WORK ORDER: Print each line below verbatim, skipping every picture.

RECORDS PROVIDED:
========================================================================

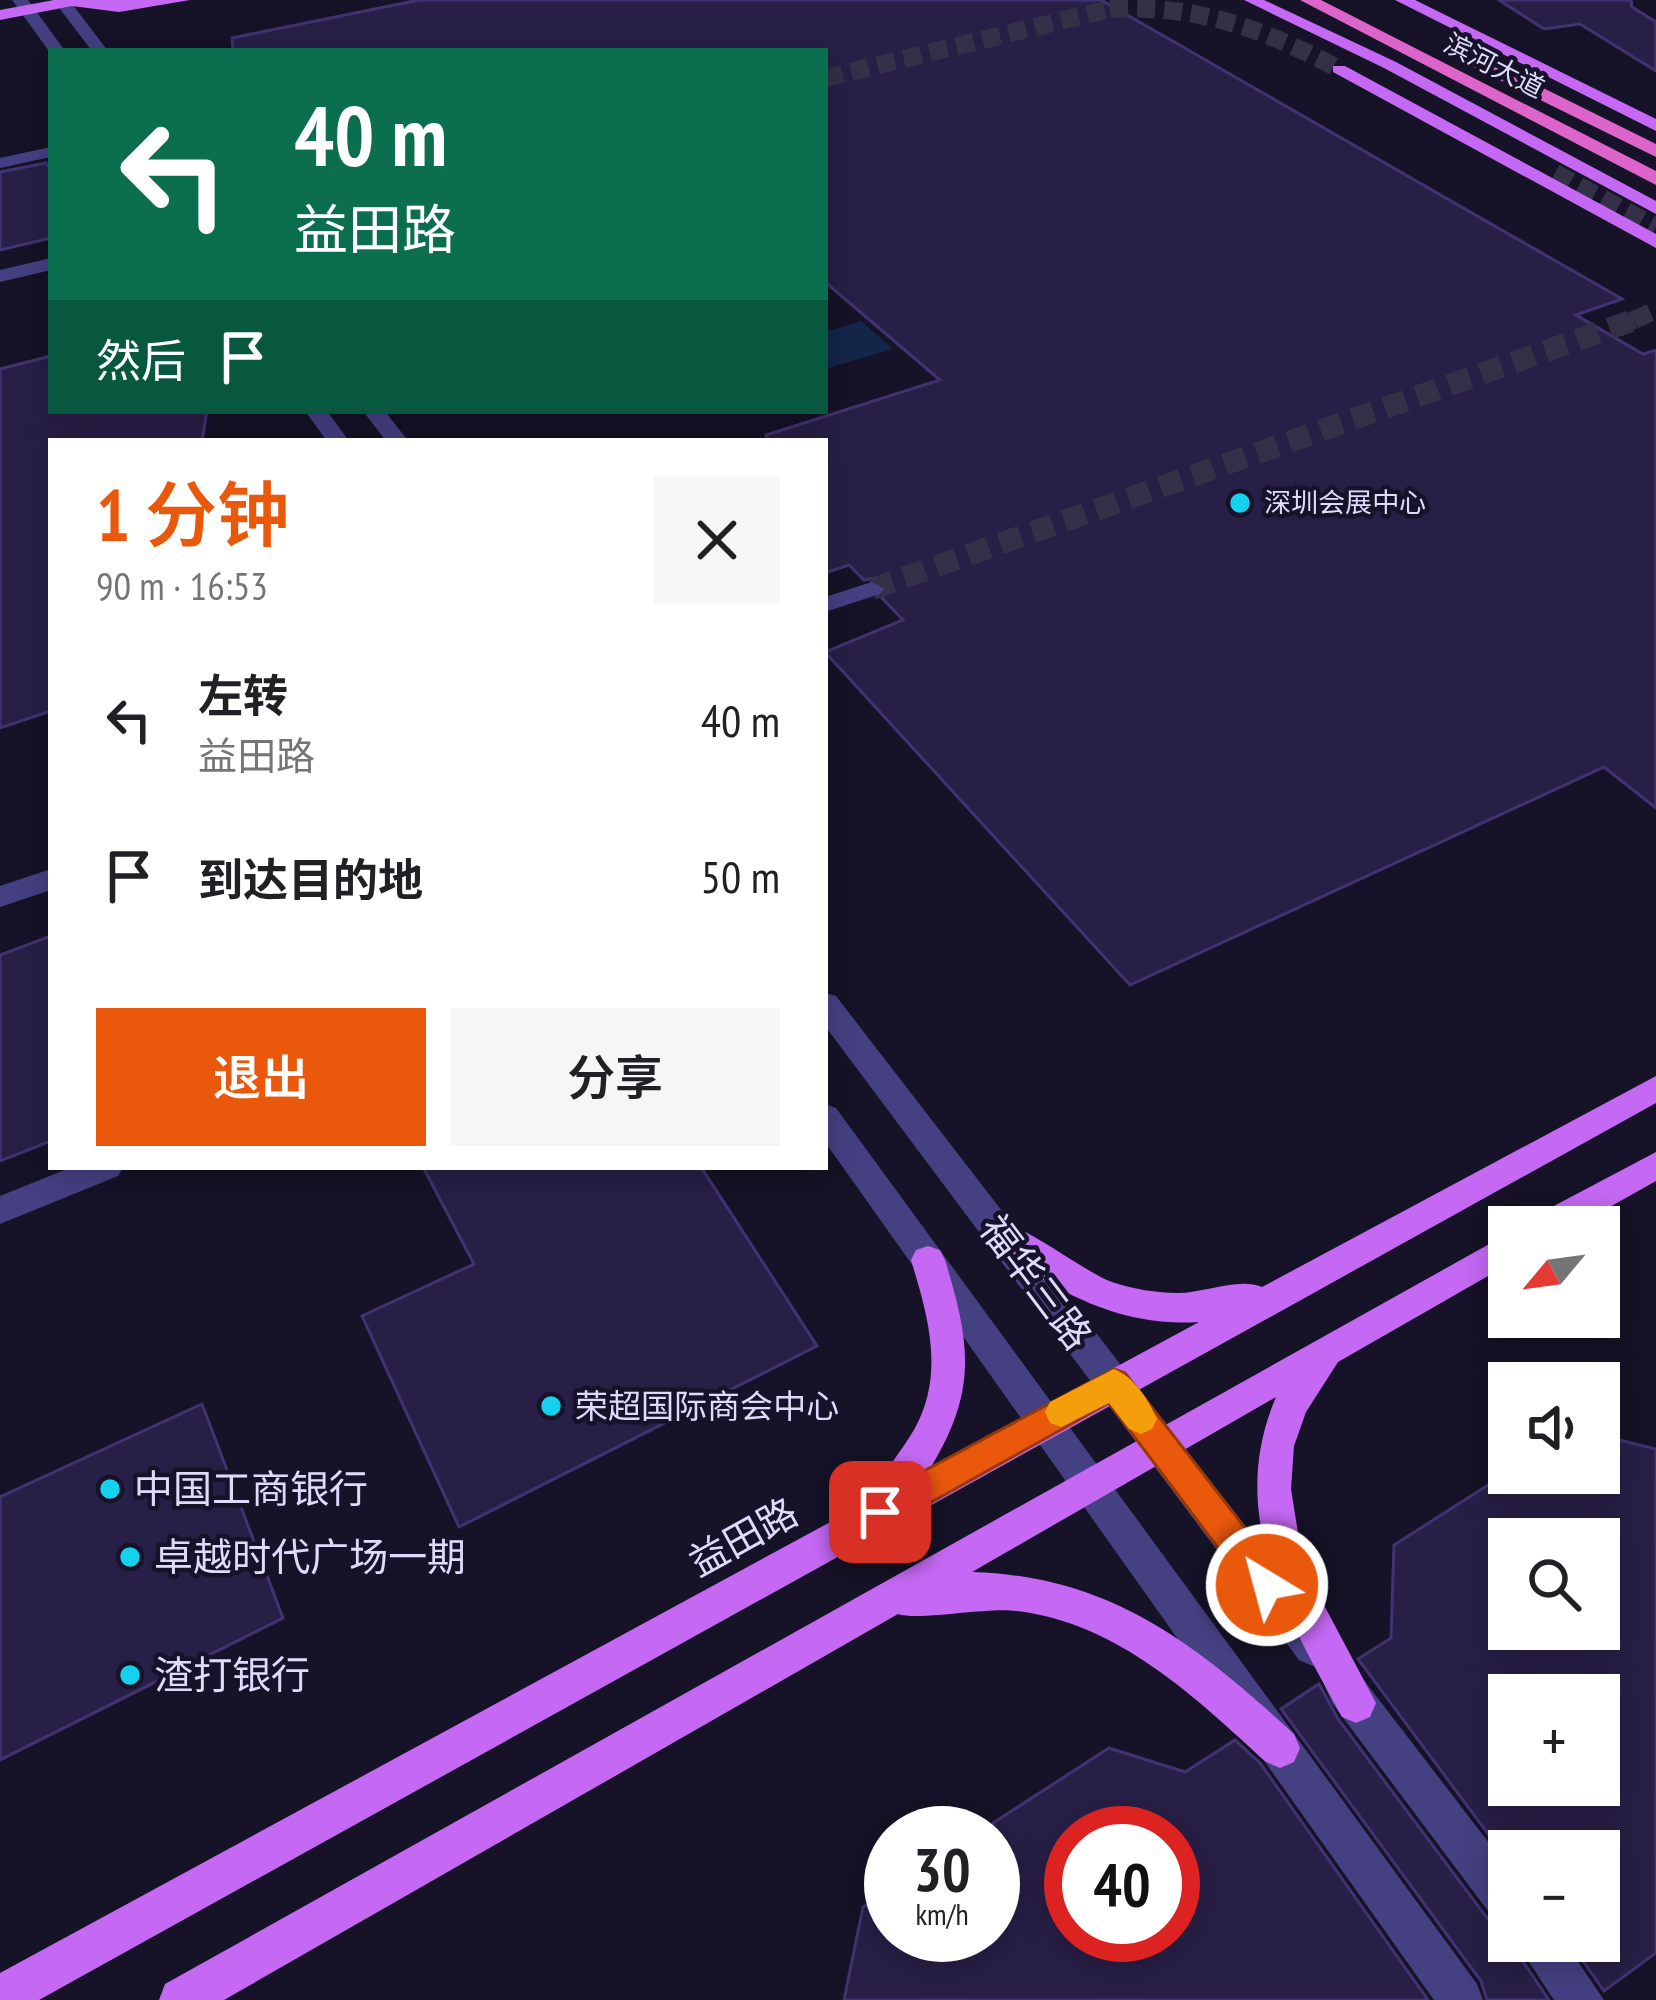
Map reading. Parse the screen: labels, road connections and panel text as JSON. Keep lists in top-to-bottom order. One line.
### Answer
{"streets":{"highway":["滨河大道"],"main road":["益田路"],"street":["福华三路"]},"crossings":[["福华三路","益田路"]],"places":["深圳会展中心","荣超国际商会中心","中国工商银行","卓越时代广场一期","渣打银行"],"north":"bottom left","page":{"turn":["40 m","益田路"],"then":"然后","heading":["1 分钟","90 m · 16:53"],"list":[{"name":"左转","note":"益田路","value":"40 m"},{"name":"到达目的地","value":"50 m"}],"buttons":["退出","分享"],"map_buttons":["+","−"],"speed":"30 km/h","limit":"40"}}
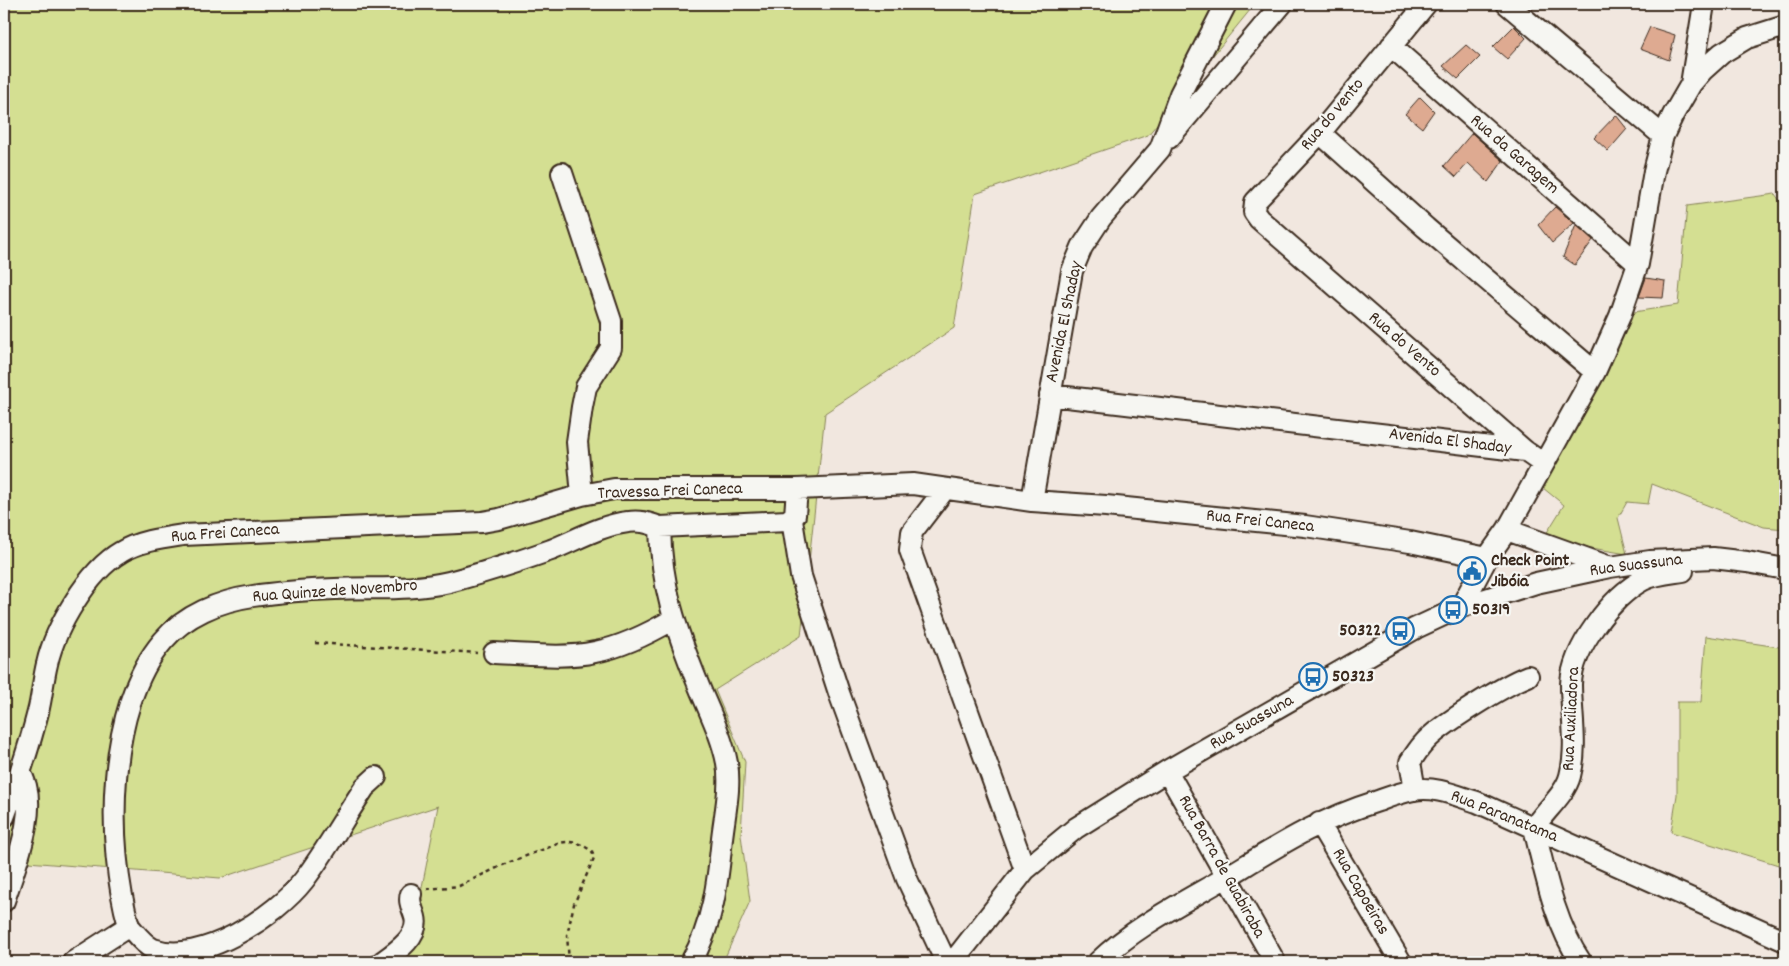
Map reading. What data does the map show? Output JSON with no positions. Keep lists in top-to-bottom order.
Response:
{
  "streets": {
    "street": [
      "Rua do vento",
      "Rua da Garagem",
      "Avenida El Shaday",
      "Rua do Vento",
      "Travessa Frei Caneca",
      "Rua Frei Caneca",
      "Rua Suassuna",
      "Rua Quinze de Novembro",
      "Rua Auxiliadora",
      "Rua Paranatama",
      "Rua Barra de Guabiraba",
      "Rua Capoeiras"
    ]
  },
  "crossings": [
    ["Rua do vento", "Rua da Garagem"],
    ["Rua do vento", "Rua do Vento"],
    ["Avenida El Shaday", "Rua do Vento"],
    ["Avenida El Shaday", "Travessa Frei Caneca"],
    ["Avenida El Shaday", "Rua Frei Caneca"],
    ["Travessa Frei Caneca", "Rua Frei Caneca"],
    ["Rua Suassuna", "Rua Auxiliadora"],
    ["Rua Suassuna", "Rua Barra de Guabiraba"],
    ["Rua Auxiliadora", "Rua Paranatama"],
    ["Rua Paranatama", "Rua Barra de Guabiraba"],
    ["Rua Paranatama", "Rua Capoeiras"]
  ],
  "places": {
    "public building": ["Check Point Jibóia"],
    "bus stop": ["50319", "50322", "50323"]
  }
}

========================================================================

RESULT OF THIS TASK:
Map reading. Parse the screen: labels, road connections and panel text as JSON. Keep lists in top-to-bottom order. One line.
### Answer
{"streets":{"highway":["滨河大道"],"main road":["益田路"],"street":["福华三路"]},"crossings":[["福华三路","益田路"]],"places":["深圳会展中心","荣超国际商会中心","中国工商银行","卓越时代广场一期","渣打银行"],"north":"bottom left","page":{"turn":["40 m","益田路"],"then":"然后","heading":["1 分钟","90 m · 16:53"],"list":[{"name":"左转","note":"益田路","value":"40 m"},{"name":"到达目的地","value":"50 m"}],"buttons":["退出","分享"],"map_buttons":["+","−"],"speed":"30 km/h","limit":"40"}}
Map reading. What data does the map show? Output JSON with no positions. Keep lists in top-to-bottom order.
Response:
{
  "streets": {
    "street": [
      "Rua do vento",
      "Rua da Garagem",
      "Avenida El Shaday",
      "Rua do Vento",
      "Travessa Frei Caneca",
      "Rua Frei Caneca",
      "Rua Suassuna",
      "Rua Quinze de Novembro",
      "Rua Auxiliadora",
      "Rua Paranatama",
      "Rua Barra de Guabiraba",
      "Rua Capoeiras"
    ]
  },
  "crossings": [
    ["Rua do vento", "Rua da Garagem"],
    ["Rua do vento", "Rua do Vento"],
    ["Avenida El Shaday", "Rua do Vento"],
    ["Avenida El Shaday", "Travessa Frei Caneca"],
    ["Avenida El Shaday", "Rua Frei Caneca"],
    ["Travessa Frei Caneca", "Rua Frei Caneca"],
    ["Rua Suassuna", "Rua Auxiliadora"],
    ["Rua Suassuna", "Rua Barra de Guabiraba"],
    ["Rua Auxiliadora", "Rua Paranatama"],
    ["Rua Paranatama", "Rua Barra de Guabiraba"],
    ["Rua Paranatama", "Rua Capoeiras"]
  ],
  "places": {
    "public building": ["Check Point Jibóia"],
    "bus stop": ["50319", "50322", "50323"]
  }
}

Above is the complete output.